- [Exercise brief] Please return every line in the entries below with the word "family" in it.

_ _ _ _ _ _ _

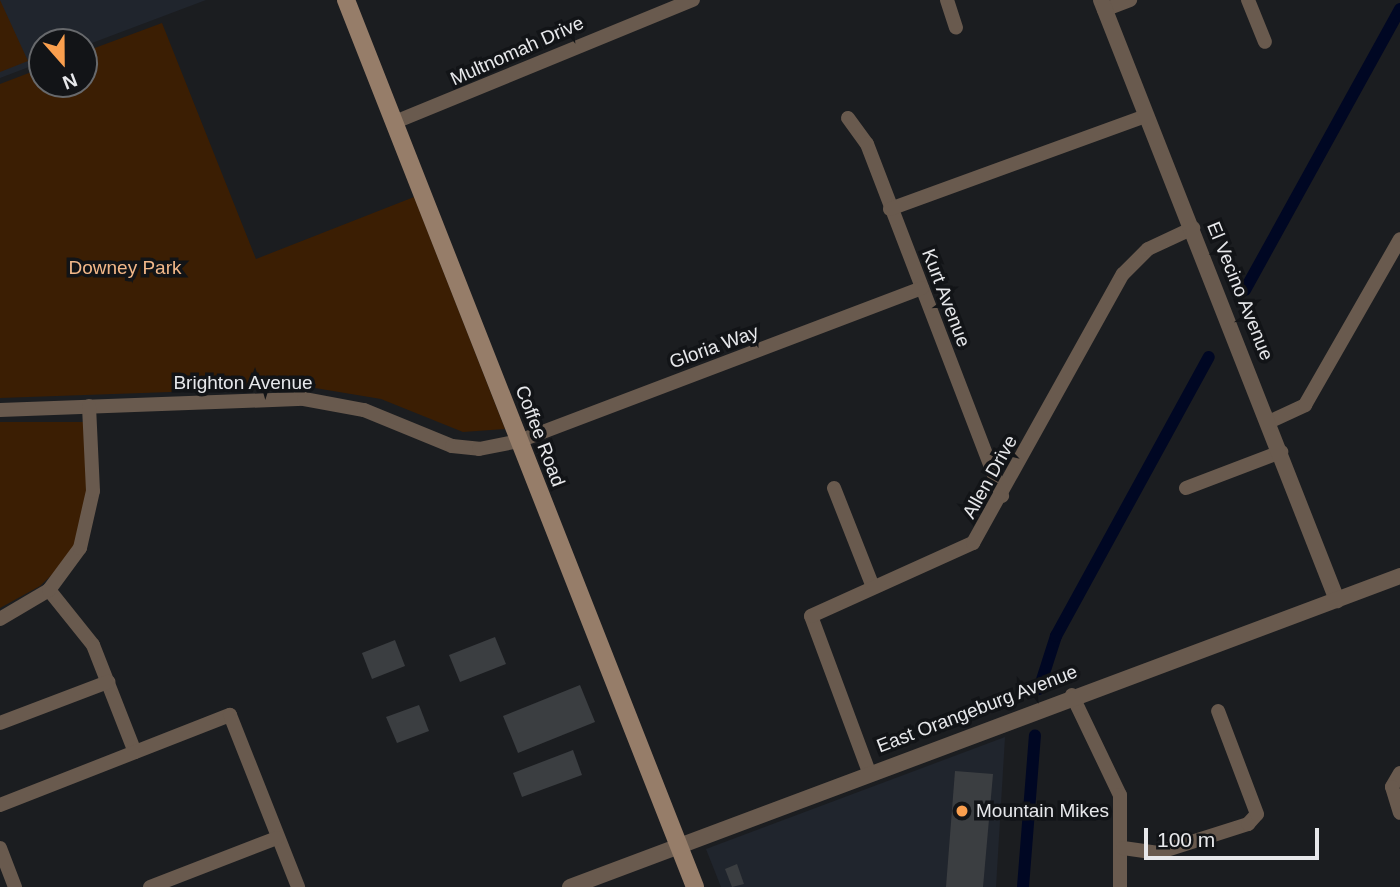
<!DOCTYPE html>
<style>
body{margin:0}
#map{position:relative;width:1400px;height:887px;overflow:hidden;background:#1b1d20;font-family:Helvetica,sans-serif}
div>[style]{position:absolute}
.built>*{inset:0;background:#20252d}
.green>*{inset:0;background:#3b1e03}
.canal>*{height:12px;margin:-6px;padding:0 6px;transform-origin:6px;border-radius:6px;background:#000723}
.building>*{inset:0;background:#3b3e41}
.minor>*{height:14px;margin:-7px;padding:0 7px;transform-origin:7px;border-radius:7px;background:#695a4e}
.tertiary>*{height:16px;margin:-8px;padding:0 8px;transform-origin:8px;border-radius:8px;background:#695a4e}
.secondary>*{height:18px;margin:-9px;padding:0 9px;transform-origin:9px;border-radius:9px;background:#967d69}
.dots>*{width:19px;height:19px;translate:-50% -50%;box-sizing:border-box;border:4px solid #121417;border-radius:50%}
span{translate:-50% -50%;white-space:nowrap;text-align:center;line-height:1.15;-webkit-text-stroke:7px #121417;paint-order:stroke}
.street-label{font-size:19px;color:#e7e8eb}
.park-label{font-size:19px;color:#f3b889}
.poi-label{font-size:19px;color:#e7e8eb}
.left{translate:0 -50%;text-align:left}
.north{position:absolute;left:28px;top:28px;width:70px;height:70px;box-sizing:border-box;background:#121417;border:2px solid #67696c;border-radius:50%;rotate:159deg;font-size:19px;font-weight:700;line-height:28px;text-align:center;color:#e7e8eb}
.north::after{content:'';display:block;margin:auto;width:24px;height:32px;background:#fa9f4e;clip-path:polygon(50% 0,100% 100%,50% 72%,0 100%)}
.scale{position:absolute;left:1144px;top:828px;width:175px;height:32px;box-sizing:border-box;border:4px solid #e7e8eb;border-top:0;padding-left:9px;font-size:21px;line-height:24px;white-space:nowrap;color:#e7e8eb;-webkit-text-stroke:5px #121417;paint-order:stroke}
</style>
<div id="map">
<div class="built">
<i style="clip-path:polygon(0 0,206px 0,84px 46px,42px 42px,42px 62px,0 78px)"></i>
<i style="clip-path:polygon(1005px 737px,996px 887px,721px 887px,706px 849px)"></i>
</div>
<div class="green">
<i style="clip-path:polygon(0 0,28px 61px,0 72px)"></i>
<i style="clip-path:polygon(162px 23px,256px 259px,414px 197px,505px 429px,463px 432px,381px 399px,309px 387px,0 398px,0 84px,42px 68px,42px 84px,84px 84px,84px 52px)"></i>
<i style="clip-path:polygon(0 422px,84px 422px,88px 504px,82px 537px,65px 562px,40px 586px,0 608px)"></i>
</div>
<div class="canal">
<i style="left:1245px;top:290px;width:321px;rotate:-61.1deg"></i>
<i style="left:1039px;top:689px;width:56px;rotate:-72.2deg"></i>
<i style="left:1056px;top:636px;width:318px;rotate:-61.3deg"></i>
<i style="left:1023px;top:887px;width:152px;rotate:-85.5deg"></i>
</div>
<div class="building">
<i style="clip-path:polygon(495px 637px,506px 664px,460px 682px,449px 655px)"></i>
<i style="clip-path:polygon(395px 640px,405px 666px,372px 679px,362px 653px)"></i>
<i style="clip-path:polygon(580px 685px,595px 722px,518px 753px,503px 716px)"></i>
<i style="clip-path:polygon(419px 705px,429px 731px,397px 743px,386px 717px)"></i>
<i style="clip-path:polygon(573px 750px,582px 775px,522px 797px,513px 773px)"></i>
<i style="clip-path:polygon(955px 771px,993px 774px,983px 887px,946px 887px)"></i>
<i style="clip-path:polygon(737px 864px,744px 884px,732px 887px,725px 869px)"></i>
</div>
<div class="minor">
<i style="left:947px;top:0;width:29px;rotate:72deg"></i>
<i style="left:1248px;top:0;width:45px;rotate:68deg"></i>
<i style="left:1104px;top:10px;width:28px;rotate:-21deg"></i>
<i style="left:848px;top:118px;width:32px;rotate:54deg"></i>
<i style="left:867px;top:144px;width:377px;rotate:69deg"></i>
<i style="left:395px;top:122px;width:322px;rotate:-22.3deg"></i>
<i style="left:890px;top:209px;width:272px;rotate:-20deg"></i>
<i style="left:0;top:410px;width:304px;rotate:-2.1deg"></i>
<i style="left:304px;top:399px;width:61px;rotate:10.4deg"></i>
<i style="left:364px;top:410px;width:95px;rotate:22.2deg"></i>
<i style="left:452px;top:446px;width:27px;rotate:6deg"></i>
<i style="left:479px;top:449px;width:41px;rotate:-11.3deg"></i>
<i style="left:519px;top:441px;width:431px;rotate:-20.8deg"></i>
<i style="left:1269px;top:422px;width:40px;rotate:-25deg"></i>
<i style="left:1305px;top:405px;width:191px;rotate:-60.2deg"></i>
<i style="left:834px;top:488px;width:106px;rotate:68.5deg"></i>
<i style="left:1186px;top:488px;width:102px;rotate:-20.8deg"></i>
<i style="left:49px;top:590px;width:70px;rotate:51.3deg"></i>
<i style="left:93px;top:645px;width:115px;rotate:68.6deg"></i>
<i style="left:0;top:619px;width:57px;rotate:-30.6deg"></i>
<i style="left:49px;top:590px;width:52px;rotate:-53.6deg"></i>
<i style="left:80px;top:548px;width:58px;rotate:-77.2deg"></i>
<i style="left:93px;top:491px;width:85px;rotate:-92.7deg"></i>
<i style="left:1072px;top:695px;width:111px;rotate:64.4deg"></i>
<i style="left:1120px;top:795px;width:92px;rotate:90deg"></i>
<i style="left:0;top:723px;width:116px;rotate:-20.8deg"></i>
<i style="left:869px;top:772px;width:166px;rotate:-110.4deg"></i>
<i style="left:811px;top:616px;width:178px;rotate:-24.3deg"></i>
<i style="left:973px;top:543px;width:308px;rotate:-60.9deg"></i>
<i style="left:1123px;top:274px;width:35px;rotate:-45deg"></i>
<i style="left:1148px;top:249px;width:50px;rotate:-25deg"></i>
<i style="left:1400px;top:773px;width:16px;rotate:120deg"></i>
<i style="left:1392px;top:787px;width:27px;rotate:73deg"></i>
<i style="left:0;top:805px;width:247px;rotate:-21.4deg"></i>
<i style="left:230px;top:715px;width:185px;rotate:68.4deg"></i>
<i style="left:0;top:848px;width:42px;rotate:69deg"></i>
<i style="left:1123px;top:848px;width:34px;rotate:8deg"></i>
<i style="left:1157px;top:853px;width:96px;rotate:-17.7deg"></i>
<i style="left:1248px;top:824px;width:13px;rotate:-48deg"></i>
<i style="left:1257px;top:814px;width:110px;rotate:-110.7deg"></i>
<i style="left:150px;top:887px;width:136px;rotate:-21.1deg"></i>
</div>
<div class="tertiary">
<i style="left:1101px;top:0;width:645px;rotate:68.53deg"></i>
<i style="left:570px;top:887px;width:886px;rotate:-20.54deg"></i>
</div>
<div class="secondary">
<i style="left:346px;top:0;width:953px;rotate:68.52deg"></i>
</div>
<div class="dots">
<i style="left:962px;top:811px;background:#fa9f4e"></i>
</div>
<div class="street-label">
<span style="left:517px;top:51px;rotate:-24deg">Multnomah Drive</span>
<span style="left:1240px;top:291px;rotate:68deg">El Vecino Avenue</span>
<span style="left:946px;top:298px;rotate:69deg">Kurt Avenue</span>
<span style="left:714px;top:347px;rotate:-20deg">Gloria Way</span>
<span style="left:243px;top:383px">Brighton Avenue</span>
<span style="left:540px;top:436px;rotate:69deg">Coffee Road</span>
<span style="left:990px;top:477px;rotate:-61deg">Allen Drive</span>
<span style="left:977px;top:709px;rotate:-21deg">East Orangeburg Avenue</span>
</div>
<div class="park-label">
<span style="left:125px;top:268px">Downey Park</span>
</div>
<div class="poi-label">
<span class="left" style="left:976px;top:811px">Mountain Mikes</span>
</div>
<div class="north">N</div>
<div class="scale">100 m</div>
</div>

_ _ _ _ _ _ _

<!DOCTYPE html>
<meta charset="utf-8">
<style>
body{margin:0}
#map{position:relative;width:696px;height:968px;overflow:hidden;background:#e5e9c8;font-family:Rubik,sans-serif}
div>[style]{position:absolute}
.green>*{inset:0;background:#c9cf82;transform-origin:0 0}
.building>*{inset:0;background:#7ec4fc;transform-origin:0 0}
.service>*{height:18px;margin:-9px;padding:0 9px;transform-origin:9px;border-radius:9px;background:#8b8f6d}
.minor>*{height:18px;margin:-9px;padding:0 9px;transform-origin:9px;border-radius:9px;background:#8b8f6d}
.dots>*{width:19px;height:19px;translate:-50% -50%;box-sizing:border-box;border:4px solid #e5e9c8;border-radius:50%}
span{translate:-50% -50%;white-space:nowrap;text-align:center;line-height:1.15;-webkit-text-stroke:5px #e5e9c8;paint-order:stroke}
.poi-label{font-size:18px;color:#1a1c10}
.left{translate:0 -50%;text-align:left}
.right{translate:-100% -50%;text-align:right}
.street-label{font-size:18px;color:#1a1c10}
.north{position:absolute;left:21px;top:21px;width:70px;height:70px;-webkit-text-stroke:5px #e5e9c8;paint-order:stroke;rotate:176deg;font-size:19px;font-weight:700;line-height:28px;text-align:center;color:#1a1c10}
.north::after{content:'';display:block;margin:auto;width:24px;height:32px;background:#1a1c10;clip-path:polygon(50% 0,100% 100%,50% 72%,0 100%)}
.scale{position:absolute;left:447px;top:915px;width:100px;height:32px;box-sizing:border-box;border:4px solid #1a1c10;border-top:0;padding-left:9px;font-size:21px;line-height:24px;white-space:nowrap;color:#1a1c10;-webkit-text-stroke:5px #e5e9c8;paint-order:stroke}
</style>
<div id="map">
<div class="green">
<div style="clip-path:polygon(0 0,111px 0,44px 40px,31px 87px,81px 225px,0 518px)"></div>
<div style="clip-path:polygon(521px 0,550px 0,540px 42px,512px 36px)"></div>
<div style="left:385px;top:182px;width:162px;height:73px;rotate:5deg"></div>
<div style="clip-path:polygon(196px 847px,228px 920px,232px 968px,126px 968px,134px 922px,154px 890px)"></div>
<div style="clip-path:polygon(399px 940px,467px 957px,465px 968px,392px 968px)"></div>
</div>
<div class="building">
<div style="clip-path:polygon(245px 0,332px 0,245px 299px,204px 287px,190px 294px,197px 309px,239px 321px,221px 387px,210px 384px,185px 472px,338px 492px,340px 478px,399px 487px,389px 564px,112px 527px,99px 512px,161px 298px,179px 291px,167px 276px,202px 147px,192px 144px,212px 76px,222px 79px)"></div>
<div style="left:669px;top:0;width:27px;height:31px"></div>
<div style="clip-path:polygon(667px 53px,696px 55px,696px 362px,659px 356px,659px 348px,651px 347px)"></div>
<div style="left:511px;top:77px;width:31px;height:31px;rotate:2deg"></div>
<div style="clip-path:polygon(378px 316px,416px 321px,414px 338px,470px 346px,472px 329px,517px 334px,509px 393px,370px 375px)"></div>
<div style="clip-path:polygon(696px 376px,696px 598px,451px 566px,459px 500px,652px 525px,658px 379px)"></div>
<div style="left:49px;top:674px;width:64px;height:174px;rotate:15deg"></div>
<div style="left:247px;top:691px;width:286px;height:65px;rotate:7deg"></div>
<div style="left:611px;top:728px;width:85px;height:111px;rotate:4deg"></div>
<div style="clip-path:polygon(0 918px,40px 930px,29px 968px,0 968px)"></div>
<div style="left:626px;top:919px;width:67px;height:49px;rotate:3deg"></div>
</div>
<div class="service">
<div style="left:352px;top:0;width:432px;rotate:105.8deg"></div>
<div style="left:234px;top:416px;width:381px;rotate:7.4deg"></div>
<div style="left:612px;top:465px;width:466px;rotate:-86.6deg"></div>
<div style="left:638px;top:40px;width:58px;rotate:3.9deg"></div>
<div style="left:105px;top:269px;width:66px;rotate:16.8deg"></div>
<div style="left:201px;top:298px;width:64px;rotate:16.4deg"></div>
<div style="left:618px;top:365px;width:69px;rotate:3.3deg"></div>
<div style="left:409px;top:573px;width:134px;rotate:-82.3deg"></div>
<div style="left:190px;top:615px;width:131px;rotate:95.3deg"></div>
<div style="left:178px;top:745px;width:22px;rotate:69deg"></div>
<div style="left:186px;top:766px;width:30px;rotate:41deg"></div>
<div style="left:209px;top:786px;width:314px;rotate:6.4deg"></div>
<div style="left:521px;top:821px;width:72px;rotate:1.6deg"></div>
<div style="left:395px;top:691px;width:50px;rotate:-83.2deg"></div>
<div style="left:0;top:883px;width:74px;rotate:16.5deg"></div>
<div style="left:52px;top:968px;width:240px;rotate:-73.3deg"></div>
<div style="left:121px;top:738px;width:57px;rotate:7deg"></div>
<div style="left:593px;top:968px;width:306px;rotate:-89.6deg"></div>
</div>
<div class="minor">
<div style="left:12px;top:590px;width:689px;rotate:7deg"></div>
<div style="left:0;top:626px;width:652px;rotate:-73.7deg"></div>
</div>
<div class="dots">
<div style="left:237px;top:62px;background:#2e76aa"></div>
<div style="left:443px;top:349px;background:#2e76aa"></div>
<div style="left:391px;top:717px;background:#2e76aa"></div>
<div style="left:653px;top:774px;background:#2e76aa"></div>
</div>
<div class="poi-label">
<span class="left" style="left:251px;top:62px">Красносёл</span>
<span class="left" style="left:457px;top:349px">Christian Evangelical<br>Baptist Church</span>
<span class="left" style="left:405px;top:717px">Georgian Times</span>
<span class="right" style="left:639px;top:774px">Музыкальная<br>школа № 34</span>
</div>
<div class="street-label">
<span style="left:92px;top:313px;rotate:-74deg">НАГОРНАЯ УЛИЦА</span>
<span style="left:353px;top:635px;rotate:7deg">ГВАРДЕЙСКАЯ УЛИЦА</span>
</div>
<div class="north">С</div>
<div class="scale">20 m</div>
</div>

_ _ _ _ _ _ _

- [Answer for this exercise]
#map{position:relative;width:1400px;height:887px;overflow:hidden;background:#1b1d20;font-family:Helvetica,sans-serif}
#map{position:relative;width:696px;height:968px;overflow:hidden;background:#e5e9c8;font-family:Rubik,sans-serif}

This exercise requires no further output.